The dx and dy fields tell you how far the mouse moved in this
event on the X and Y axes. A positive value on the X axis means the
mouse moved to the right. A positive value on the Y axis means the
mouse moved forward (away from the user).
{ "type": "move"
, "move":
{ "deviceId": 1
, "us": 60000000
, "dx": -1
, "dy": 3
}
}If you would like to write a program that processes these logs and saves extra metadata, like computed statistics or info about the mouse driver settings in use, I suggest making up your own event type and adding it at the start or end of the event stream rather than creating a completely new format.
No built-in MouseMeat event type will ever start with the string
"custom". Therefore, you can safely name your own event types
something like "customMyAppMyEventType".
-
Accuracy/Precision of data:
- The events should not be subject to mouse smoothing or software acceleration from the OS.
- Events should be timestamped precisely, with minimal interference from the performance of the program.
-
Ease of use from other programs:
- The program should have a liberal license allowing worry-free reuse for any purpose.
- The program should communicate using only standard input and output.
- The output format should be self-explanatory and easy to parse.
- The output format should be extensible, with minimal risk of backwards incompatiblity.
- The output format should be consistent. There should be no options to customize it.
- Incorrect usage should never cause delayed or inaccurate readings.
- The program should compile to a single dependency-free binary for easy redistribution.
MouseMeat uses the Windows Raw Input API to read mouse events.
It runs two threads using standard C++11 threading APIs. Since the 32-bit MinGW does not currently implement those APIs, I am using mingw-std-threads to provide them. Thanks to Mega Limited for that library!
Its main thread creates a hidden window to register for raw input, outputs information about the currently attached mice, then loops checking for new mice and movement events.
When this thread receives a movement event, it timestamps it to microsecond precision using QueryPerformanceCounter and pushes it into a buffer.
Meanwhile, an IO thread waits for events to accumulate in the buffer. When events are available, this thread exchanges the buffer of accumulated events with an empty one, then writes the accumulated events as JSON to standard output. Even if this IO thread is very slow to write events -- perhaps due to blocking writes to standard output -- the main thread can continue to accurately timestamp and buffer newly received events.

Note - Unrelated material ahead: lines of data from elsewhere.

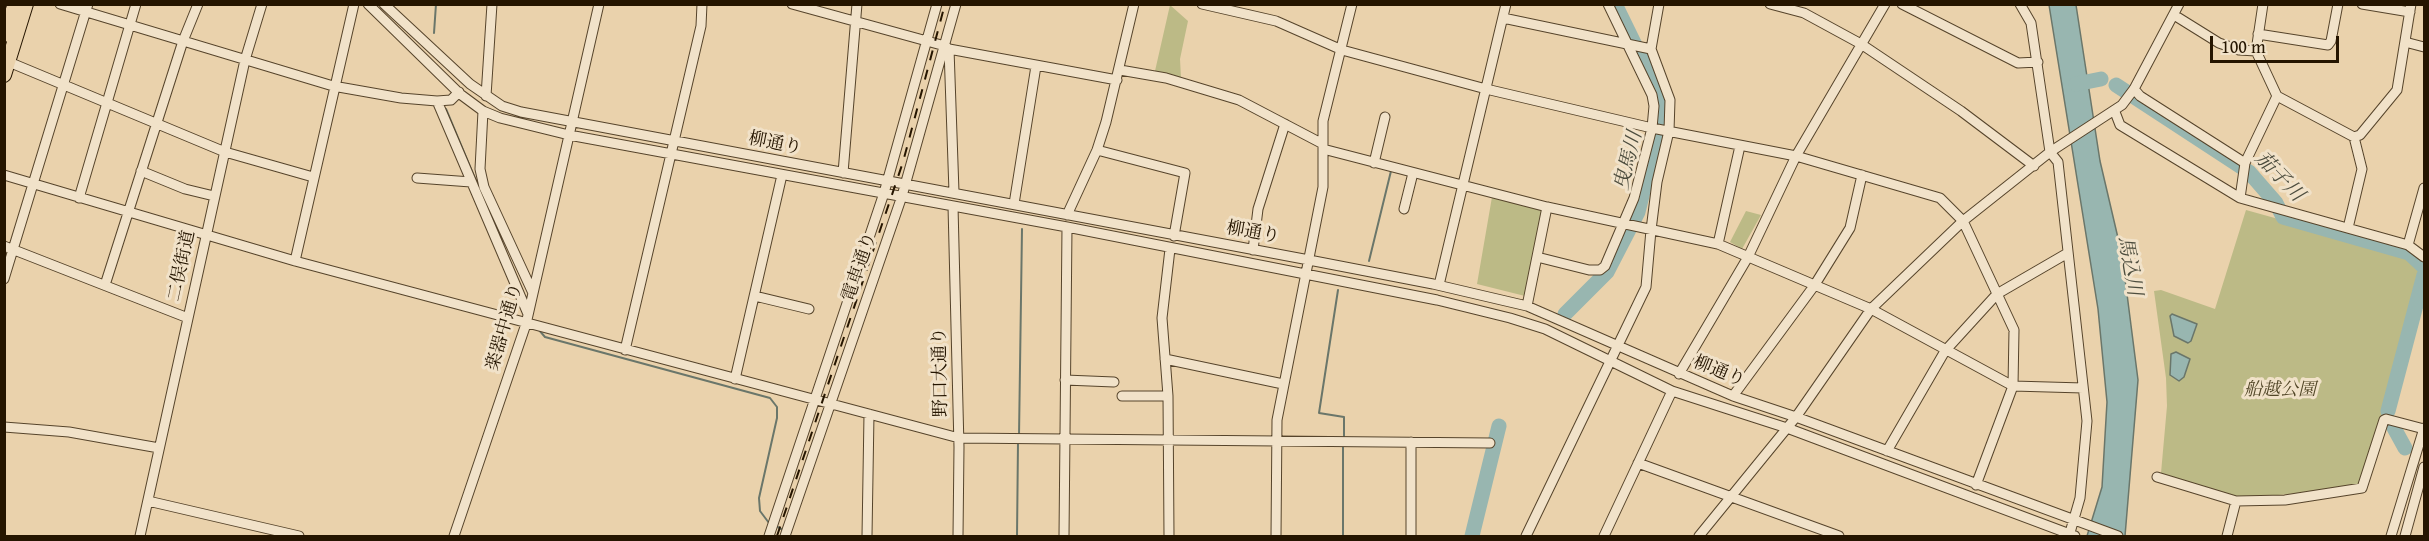 <!DOCTYPE html>
<html>
<head>
<meta charset="utf-8">
<style>
  body { margin:0 }
  #map { position:relative; width:2429px; height:541px; overflow:hidden; background:#ead2ac; font-family:"Gentium Book Plus",serif }
  canvas { display:block }
  .frame { position:absolute; inset:0; border:6px solid #251500; pointer-events:none }
  .scale { position:absolute; left:2210px; top:36px; width:129px; height:27px; box-sizing:border-box; border:3px solid #251500; border-top:0; padding-left:8px; font-size:18px; line-height:21px; white-space:nowrap; color:#251500; -webkit-text-stroke:4px #f1e2c9; paint-order:stroke }
</style>
</head>
<body>
<div id="map">
<canvas width="2429" height="541"></canvas>
<div class="frame"></div>
<div class="scale">100 m</div>
</div>
<script>
const context = document.querySelector('canvas').getContext('2d');
context.lineJoin = 'round';
function fill(path, color) {
  context.fillStyle = color;
  context.fill(path, 'evenodd');
}
function poly(rows) {
  const path = new Path2D();
  for (const r of rows) {
    path.moveTo(r[0], r[1]);
    for (let i = 2; i < r.length; i += 2) path.lineTo(r[i], r[i + 1]);
  }
  return path;
}
function stroke(path, color, width, dash) {
  context.strokeStyle = color;
  context.lineWidth = width;
  context.lineCap = dash ? 'butt' : 'round';
  context.setLineDash(dash || []);
  context.stroke(path);
}
function drawText(font, color, halo, rows, align = 'center') {
  context.font = font + ' "Gentium Book Plus","Noto Serif JP",serif';
  context.lineWidth = 6;
  context.setLineDash([]);
  context.textBaseline = 'middle';
  context.strokeStyle = halo;
  context.fillStyle = color;
  for (const [text, x, y, turn = 0] of rows) {
    context.save();
    context.translate(x, y);
    context.rotate((+turn || 0) * Math.PI / 180);
    context.textAlign = isNaN(turn) ? turn : align;
    if (halo) context.strokeText(text, 0, 0);
    context.fillText(text, 0, 0);
    context.restore();
  }
}
const green = poly([
  [1170,5,1188,21,1180,59,1181,78,1155,71],
  [1492,197,1543,209,1525,296,1477,284],
  [2246,210,2408,255,2424,271,2362,483,2319,491,2247,498,2233,496,2161,473,2167,406,2166,378,2154,291,2161,290,2215,309],
  [1746,211,1761,215,1742,249,1730,242]
]);
const water = poly([
  [2049,5,2076,5,2100,161,2122,255,2138,380,2125,536,2087,536,2102,487,2107,402,2098,309,2049,5],
  [2172,314,2197,324,2191,341,2188,343,2174,336,2170,316,2172,314],
  [2176,352,2190,359,2184,377,2179,381,2170,375,2171,354,2176,352]
]);
const stream = poly([
  [434,33,436,4],
  [446,109,476,181],
  [1369,261,1391,171],
  [1338,290,1319,413,1344,417,1344,436],
  [539,330,545,337,770,398,777,407,777,418,759,498,760,511,769,523],
  [1019,436,1022,229],
  [774,525,785,531],
  [1017,536,1018,442],
  [1343,536,1343,446]
]);
const river = poly([
  [2076,84,2101,79],
  [2116,85,2249,172,2276,203,2283,217,2409,253,2424,267],
  [1565,314,1607,272,1638,212,1660,123,1659,94,1615,4],
  [2388,411,2424,275],
  [2394,428,2405,448],
  [1472,536,1499,426]
]);
const minor = poly([
  [60,4,333,86,401,98,437,101,451,100,459,92],
  [368,4,460,94,483,111,500,118,569,135,1067,227,1437,300,1510,318,1545,329,1672,391,1787,428,2075,536],
  [384,4,470,84,502,106,521,112,1309,260,1433,284,1527,306,1733,396,1796,417,2118,536],
  [792,4,945,46,949,49,1117,80],
  [1202,4,1276,21,1342,50,1486,89,1652,128,1796,156,1940,198,1963,221,2014,330,2013,386,1976,485],
  [1770,4,1804,13,1861,44,1961,111,2034,166],
  [1902,4,2018,63,2038,62],
  [2020,4,2031,23,2050,152,2058,162,2087,421,2080,498,2069,536],
  [2362,4,2410,12],
  [2174,15,2219,43,2239,50,2256,51,2277,96,2354,137,2360,135,2397,90,2411,4],
  [1503,18,1651,49],
  [2258,34,2328,45,2331,41,2338,4],
  [2405,42,2424,47],
  [949,49,954,192],
  [2256,51,2263,4],
  [4,60,225,152,313,177],
  [1120,70,1166,78,1239,100,1321,143],
  [2134,89,2140,96,2245,163],
  [486,96,492,4],
  [437,101,528,314],
  [483,111,480,169,484,187,533,293],
  [2115,112,2120,125,2240,198,2245,163,2277,96],
  [1323,149,1547,207,1718,244,1871,309,2013,386,2083,388],
  [1097,150,1185,173,1174,236],
  [1374,163,1385,117],
  [141,171,185,189,214,196],
  [843,173,857,4],
  [4,175,295,261,959,438,1490,443],
  [417,178,471,182],
  [79,198,136,4],
  [2240,198,2408,245,2424,257],
  [1014,204,1036,66],
  [953,206,959,447,958,536],
  [1404,209,1413,173],
  [1067,215,1097,150,1106,122,1134,4],
  [2348,228,2362,169,2354,137],
  [1718,244,1740,146],
  [2408,245,2424,188],
  [4,246,188,318],
  [1253,250,1258,209,1285,124],
  [1537,257,1589,270,1600,270,1605,266,1634,198,1652,128,1654,106,1652,95,1608,4],
  [295,261,354,4],
  [4,279,88,4],
  [105,285,183,41,198,4],
  [1439,285,1506,4],
  [755,296,809,309],
  [1527,306,1547,207],
  [625,350,701,26,702,4],
  [1165,359,1283,384],
  [1679,374,1748,257,1796,156,1885,4],
  [735,379,782,175],
  [1065,380,1114,382],
  [1122,396,1168,396],
  [1733,396,1814,286,1850,228,1862,175],
  [4,427,69,432,159,448],
  [1887,451,1945,351,1997,294,2066,254],
  [1638,463,1839,536],
  [2157,477,2236,501,2285,500,2362,488,2384,420,2386,419,2424,429],
  [148,501,299,536],
  [140,536,245,60,262,4],
  [454,536,526,324,599,4],
  [769,536,884,193,937,4],
  [785,536,902,196,956,4],
  [867,536,869,414],
  [1064,536,1067,227],
  [1169,536,1168,396,1162,318,1170,249],
  [1276,536,1277,420,1323,187,1323,121,1352,4],
  [1411,536,1411,442],
  [1526,536,1646,287,1651,230,1657,182,1669,131,1670,100,1651,49,1659,4],
  [1604,536,1672,391],
  [1699,536,1796,417,1871,309,1963,221,2050,152,2122,105,2134,89,2179,4],
  [2227,536,2236,501],
  [2391,536,2424,428],
  [2405,536,2424,467]
]);
const highway = poly([
  [4,35,15,4],
  [4,75,26,4]
]);
const rail = poly([
  [777,536,903,162,945,4]
]);
const streetNames = [
  ["柳通り",775,144,11],
  ["柳通り",1253,233,10],
  ["二俣街道",182,266,-78],
  ["電車通り",860,267,-71],
  ["楽器中通り",505,327,-74],
  ["野口大通り",941,372,-91],
  ["柳通り",1719,372,22]
];
const parkNames = [
  ["船越公園",2280,390]
];
const waterNames = [
  ["曳馬川",1629,161,-76],
  ["茄子川",2279,177,46],
  ["馬込川",2129,266,80]
];
fill(green, '#bcba86');
fill(water, '#98b6b0');
stroke(water, '#6a766a', 1.5);
stroke(stream, '#6a766a', 2);
stroke(river, '#98b6b0', 15);
stroke(minor, '#56442b', 11);
stroke(highway, '#251500', 16);
stroke(minor, '#f1e2c9', 9);
stroke(highway, '#ead2ac', 14);
stroke(rail, '#251500', 2, [10, 10]);
drawText('18px', '#251500', '#f1e2c9', streetNames);
drawText('italic 18px', '#524728', '#f1e2c9', parkNames);
drawText('italic 20px', '#4d4d3e', '#f1e2c9', waterNames);
</script>
</body>
</html>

The IO thread also checks for data in standard input and initiates the clean shutdown of the program when it is received. This is implemented by _kbhit if standard input is a console, and by PeekNamedPipe otherwise.
Install MinGW using mingw-get. Then:
git clone https://github.com/rspeele/MouseMeat.git
cd MouseMeat
make
I am not a C++ programmer by day, nor do I frequently choose it for hobby projects. I use it here in order to work directly with the raw input API and avoid the latency of GC pauses. The code quality could be signficantly improved, and I may have made performance or threading blunders.
Due to the way standard input is checked, MouseMeat does not behave nicely when its standard input is a redirected file. This use case makes no sense whatsoever, but the lack of any handling for it is still a wart.
MouseMeat does not output any information about click events. This might be desirable for click latency tests.
MouseMeat is currently only available for Windows.
It should be possible to create a compatible program for Linux by
reading from /dev/input/event*, and using either
/sys/bus/usb/devices or /proc/bus/input/devices to obtain other
device metadata. However, this is not a priority.
MouseMeat is released under the MIT license.